* DATA LISTING:
▼▼▼

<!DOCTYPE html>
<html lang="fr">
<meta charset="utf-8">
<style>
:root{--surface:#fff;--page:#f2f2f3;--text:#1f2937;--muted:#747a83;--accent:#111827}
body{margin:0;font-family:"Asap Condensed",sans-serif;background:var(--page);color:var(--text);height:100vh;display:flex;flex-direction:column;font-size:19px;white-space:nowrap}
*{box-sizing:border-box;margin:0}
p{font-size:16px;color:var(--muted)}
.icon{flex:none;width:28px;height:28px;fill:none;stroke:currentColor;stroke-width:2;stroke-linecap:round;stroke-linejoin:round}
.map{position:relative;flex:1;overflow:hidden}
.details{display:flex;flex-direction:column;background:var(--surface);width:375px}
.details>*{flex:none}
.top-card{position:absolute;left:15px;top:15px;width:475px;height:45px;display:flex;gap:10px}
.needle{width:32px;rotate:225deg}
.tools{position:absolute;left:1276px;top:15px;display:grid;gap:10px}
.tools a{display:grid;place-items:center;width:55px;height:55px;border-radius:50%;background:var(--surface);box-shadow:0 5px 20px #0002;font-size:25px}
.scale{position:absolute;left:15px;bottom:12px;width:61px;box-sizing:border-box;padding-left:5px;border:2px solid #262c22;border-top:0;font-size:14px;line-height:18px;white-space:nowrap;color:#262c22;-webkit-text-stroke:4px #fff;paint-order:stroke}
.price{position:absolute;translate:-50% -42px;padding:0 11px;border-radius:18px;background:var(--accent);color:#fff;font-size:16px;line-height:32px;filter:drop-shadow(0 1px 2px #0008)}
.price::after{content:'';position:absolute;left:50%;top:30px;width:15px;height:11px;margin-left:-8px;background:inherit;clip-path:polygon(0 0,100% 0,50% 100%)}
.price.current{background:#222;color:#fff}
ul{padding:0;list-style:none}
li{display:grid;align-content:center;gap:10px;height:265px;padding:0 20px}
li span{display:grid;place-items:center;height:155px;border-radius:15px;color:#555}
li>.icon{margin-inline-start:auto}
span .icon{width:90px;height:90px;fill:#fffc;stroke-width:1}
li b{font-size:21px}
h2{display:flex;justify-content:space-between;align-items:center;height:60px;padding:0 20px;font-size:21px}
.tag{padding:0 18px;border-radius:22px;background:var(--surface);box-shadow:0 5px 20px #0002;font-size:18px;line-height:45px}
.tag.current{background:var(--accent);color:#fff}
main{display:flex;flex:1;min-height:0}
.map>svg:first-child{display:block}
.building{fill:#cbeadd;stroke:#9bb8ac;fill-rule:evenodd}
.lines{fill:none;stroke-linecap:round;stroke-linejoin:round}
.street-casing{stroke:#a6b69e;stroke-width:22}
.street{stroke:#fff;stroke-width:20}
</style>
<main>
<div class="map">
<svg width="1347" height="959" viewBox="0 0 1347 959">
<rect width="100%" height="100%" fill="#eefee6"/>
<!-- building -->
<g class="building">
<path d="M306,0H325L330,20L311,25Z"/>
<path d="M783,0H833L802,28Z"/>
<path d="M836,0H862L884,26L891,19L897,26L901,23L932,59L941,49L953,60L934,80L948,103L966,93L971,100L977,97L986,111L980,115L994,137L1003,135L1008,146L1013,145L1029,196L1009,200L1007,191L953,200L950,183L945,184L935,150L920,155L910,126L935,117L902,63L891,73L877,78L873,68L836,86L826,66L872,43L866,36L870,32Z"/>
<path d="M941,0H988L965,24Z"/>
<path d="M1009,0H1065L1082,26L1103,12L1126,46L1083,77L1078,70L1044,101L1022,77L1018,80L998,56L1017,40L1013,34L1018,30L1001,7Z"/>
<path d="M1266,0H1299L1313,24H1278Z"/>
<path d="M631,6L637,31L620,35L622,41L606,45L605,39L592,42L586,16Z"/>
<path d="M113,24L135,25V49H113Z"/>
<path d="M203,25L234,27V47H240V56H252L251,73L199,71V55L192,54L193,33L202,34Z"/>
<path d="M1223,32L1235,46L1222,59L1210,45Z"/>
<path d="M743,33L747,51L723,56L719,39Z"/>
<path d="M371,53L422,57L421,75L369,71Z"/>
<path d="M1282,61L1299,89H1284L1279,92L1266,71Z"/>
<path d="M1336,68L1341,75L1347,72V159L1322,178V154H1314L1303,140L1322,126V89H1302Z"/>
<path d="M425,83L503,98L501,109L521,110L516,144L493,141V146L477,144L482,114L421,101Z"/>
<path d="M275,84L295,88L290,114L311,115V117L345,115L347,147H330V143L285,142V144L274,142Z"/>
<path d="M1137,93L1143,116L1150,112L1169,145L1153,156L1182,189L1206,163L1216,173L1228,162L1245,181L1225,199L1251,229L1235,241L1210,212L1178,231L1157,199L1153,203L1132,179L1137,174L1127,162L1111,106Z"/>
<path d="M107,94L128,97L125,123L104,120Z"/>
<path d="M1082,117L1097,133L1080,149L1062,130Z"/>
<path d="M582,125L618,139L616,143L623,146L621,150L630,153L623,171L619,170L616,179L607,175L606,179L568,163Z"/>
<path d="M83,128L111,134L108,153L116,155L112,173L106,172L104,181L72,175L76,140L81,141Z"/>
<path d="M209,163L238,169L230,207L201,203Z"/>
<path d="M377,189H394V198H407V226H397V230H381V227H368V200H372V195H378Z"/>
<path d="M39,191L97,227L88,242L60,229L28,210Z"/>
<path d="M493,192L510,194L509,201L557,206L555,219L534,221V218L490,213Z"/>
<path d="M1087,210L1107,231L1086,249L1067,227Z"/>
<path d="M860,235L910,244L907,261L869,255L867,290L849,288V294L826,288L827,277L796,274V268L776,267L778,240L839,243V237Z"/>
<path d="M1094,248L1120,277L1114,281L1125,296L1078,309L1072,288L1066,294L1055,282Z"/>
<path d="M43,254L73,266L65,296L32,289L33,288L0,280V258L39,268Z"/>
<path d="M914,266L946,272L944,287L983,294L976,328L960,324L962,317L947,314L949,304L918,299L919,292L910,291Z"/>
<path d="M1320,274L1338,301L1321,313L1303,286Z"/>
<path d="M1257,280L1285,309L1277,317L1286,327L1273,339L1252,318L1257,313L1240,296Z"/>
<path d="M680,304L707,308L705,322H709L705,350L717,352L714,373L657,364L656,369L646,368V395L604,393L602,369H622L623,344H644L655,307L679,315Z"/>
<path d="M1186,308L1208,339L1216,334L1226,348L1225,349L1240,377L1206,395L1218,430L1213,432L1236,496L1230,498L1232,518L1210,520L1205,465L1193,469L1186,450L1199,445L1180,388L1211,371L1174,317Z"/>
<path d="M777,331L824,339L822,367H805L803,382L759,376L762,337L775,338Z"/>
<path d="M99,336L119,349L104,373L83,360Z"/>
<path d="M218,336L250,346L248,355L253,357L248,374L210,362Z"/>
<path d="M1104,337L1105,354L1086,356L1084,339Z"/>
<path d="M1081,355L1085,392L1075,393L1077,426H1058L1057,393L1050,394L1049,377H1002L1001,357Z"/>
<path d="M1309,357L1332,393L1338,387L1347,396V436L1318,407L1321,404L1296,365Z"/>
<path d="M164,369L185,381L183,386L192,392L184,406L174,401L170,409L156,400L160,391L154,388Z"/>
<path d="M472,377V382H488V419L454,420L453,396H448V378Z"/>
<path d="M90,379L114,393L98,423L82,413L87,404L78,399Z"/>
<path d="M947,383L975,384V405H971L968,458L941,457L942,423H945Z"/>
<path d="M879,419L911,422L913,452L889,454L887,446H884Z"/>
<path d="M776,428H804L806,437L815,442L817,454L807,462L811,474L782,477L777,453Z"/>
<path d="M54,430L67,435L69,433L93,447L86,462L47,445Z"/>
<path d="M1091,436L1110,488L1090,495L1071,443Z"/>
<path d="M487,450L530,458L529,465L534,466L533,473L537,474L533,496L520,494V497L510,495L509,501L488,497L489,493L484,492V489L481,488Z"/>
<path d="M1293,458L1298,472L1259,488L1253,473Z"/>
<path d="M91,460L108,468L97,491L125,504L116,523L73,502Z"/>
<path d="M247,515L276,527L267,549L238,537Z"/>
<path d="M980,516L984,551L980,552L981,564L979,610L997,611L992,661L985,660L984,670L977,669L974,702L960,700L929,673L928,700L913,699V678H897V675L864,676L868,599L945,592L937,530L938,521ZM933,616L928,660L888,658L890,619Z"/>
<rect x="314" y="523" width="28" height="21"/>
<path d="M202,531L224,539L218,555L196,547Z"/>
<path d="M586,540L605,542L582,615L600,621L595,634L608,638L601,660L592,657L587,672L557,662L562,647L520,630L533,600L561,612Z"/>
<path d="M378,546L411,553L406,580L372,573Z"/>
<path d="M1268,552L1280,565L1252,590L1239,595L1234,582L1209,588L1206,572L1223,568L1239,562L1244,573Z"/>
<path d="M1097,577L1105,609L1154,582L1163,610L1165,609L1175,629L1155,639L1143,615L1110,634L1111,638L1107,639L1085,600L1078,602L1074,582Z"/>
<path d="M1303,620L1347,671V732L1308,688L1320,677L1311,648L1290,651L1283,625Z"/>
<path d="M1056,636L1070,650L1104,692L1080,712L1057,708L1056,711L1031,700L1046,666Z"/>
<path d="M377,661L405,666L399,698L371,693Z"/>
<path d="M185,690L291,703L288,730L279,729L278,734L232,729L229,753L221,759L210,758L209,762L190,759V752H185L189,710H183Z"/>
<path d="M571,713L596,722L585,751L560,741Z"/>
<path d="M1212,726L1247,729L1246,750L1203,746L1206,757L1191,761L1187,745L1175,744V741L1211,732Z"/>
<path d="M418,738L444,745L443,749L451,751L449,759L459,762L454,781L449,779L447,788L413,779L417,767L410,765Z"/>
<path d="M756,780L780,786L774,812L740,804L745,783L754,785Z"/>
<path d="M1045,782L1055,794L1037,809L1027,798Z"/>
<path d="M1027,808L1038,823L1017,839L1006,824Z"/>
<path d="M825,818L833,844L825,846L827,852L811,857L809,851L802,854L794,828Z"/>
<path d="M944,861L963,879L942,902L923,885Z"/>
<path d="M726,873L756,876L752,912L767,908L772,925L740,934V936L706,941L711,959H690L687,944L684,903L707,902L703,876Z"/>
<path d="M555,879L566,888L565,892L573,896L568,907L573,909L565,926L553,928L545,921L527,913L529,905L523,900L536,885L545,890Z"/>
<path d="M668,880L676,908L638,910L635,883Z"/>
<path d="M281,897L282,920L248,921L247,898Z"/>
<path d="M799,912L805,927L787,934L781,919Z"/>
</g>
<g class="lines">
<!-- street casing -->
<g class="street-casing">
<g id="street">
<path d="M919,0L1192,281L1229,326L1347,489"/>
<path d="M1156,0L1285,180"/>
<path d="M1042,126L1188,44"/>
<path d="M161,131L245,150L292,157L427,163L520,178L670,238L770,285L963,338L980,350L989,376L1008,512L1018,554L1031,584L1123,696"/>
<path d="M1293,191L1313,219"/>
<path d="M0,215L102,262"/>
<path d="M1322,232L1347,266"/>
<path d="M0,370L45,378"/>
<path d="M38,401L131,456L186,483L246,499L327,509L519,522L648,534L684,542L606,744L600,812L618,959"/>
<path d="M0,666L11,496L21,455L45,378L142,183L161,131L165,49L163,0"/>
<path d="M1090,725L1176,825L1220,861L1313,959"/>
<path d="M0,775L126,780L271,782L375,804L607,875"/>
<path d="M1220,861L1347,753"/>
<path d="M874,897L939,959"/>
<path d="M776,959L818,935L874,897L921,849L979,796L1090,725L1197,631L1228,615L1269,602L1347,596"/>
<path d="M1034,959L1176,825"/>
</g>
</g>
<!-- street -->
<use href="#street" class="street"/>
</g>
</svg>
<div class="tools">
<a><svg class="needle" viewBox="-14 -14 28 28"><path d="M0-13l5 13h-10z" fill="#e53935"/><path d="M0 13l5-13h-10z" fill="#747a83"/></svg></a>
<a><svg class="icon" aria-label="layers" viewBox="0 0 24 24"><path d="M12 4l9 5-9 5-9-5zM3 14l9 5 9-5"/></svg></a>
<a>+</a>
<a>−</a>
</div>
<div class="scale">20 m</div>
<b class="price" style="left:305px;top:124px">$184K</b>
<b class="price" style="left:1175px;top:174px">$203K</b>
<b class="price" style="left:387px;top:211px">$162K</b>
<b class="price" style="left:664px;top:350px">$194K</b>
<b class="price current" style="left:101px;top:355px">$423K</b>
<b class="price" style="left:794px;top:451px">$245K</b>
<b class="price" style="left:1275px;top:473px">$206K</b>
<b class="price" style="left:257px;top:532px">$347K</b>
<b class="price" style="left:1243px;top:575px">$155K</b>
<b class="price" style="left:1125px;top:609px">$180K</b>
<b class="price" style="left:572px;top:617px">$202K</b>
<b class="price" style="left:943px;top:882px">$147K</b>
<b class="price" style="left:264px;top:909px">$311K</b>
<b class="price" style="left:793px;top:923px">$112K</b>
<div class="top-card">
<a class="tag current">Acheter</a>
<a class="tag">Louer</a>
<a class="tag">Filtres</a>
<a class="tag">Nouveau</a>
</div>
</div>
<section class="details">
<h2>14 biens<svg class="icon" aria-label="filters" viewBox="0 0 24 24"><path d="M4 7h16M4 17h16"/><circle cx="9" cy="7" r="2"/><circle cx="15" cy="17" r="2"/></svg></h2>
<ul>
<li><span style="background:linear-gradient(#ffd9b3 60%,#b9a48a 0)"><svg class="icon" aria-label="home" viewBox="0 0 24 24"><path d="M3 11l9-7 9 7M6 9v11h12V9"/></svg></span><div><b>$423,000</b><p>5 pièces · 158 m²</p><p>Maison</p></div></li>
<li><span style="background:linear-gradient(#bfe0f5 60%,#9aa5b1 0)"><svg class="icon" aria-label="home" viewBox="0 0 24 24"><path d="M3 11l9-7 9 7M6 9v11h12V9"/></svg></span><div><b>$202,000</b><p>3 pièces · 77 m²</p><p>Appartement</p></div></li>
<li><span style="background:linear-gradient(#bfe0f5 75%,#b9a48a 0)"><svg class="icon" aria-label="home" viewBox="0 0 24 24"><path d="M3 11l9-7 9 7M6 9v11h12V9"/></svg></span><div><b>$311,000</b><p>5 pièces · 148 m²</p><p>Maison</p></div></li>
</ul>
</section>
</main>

▲▲▲

* TASK GOAL: Reproduce each line of the material in which the string "scale" occurs.

* WRITTEN RESPONSE:
.scale{position:absolute;left:15px;bottom:12px;width:61px;box-sizing:border-box;padding-left:5px;border:2px solid #262c22;border-top:0;font-size:14px;line-height:18px;white-space:nowrap;color:#262c22;-webkit-text-stroke:4px #fff;paint-order:stroke}
<div class="scale">20 m</div>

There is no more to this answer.